A. Chrambach; Biophysicist, Nazi Camp Survivor
Thursday, March 9, 2006
Andreas Carl Chrambach, 78, a biophysicist at the National Institutes of Health who as a young man survived a year in the Nazi concentration camp Auschwitz-Birkenau, died Feb. 23 at Bethesda's Suburban Hospital after a traffic accident.
Dr. Chrambach retired in June as chief of the laboratory of cellular and molecular biophysics at the National Institute of Child and Human Development, where he had worked since 1970.
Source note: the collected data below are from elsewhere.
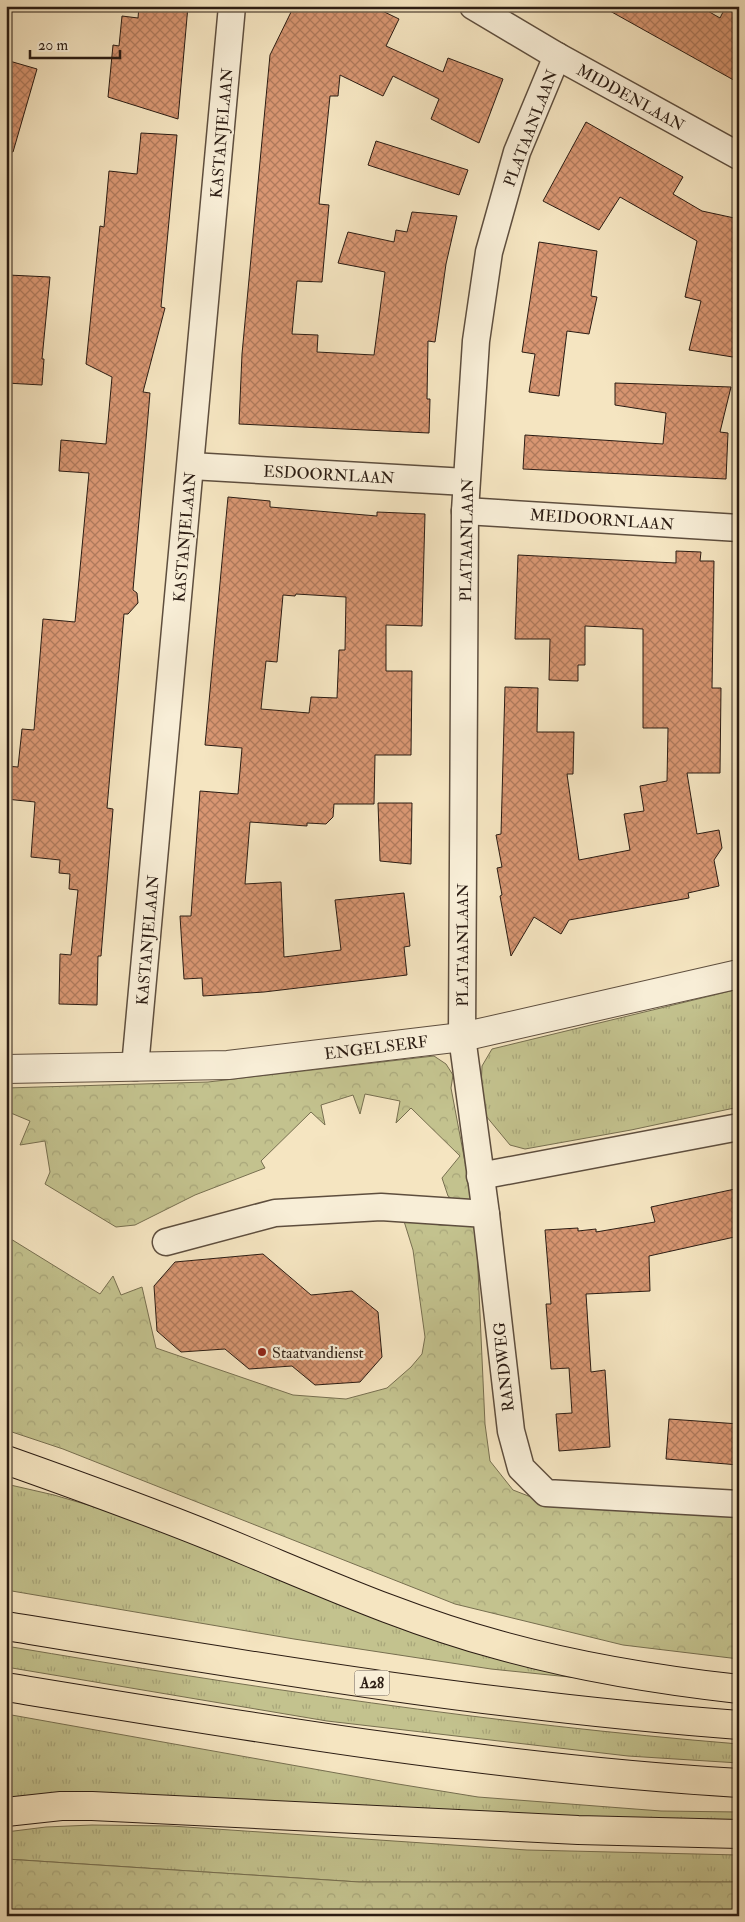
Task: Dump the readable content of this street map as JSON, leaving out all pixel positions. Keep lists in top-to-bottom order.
{
  "streets": {
    "highway": ["A28"],
    "street": [
      "MIDDENLAAN",
      "PLATAANLAAN",
      "KASTANJELAAN",
      "ESDOORNLAAN",
      "MEIDOORNLAAN",
      "ENGELSERF",
      "RANDWEG"
    ]
  },
  "crossings": [
    ["MIDDENLAAN", "PLATAANLAAN"],
    ["PLATAANLAAN", "ESDOORNLAAN"],
    ["PLATAANLAAN", "MEIDOORNLAAN"],
    ["PLATAANLAAN", "ENGELSERF"],
    ["PLATAANLAAN", "RANDWEG"],
    ["KASTANJELAAN", "ESDOORNLAAN"],
    ["KASTANJELAAN", "ENGELSERF"],
    ["ENGELSERF", "RANDWEG"]
  ],
  "places": ["Staatvandienst"],
  "scale_bar": "20 m"
}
He was on the editorial board of several scientific journals and, in 1985, was given the NIH Director's Award for his work. One of his papers, published in 1967 and describing a method for staining proteins, was cited more than 10,000 times, making him and his co-authors among the most-cited authors in biomedical literature.
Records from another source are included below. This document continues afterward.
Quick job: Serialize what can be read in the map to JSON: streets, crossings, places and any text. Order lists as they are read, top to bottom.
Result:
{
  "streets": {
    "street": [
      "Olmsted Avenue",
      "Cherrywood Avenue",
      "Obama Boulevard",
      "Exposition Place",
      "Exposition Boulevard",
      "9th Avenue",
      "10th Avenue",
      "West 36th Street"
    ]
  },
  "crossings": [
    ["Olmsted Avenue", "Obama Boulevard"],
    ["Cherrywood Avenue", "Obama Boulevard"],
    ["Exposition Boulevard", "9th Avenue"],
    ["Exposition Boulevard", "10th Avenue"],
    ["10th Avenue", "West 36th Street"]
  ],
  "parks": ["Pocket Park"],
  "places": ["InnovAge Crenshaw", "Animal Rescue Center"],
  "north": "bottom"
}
Born in what was then the German city of Breslau and is now Wroclaw, Poland, Dr. Chrambach grew up in Berlin as a practicing Catholic. However, his grandfather was Jewish and his mother, who converted to Catholicism as an adult, was born a Jew, which subjected the family to the Nuremberg Laws, Germany's race-based laws that deprived Jews of rights.
The family fled to Budapest, Hungary, where his father aided a group attempting to overthrow Adolf Hitler. The July 20, 1944, coup failed, and the entire family, including the 17-year-old Andreas, his 18-year-old brother and his mother, was incarcerated in a crowded Budapest jail. The family was separated and the father was never seen again. The boys were shipped to the Birkenau camp, a satellite of Auschwitz, in Poland. His brother died there.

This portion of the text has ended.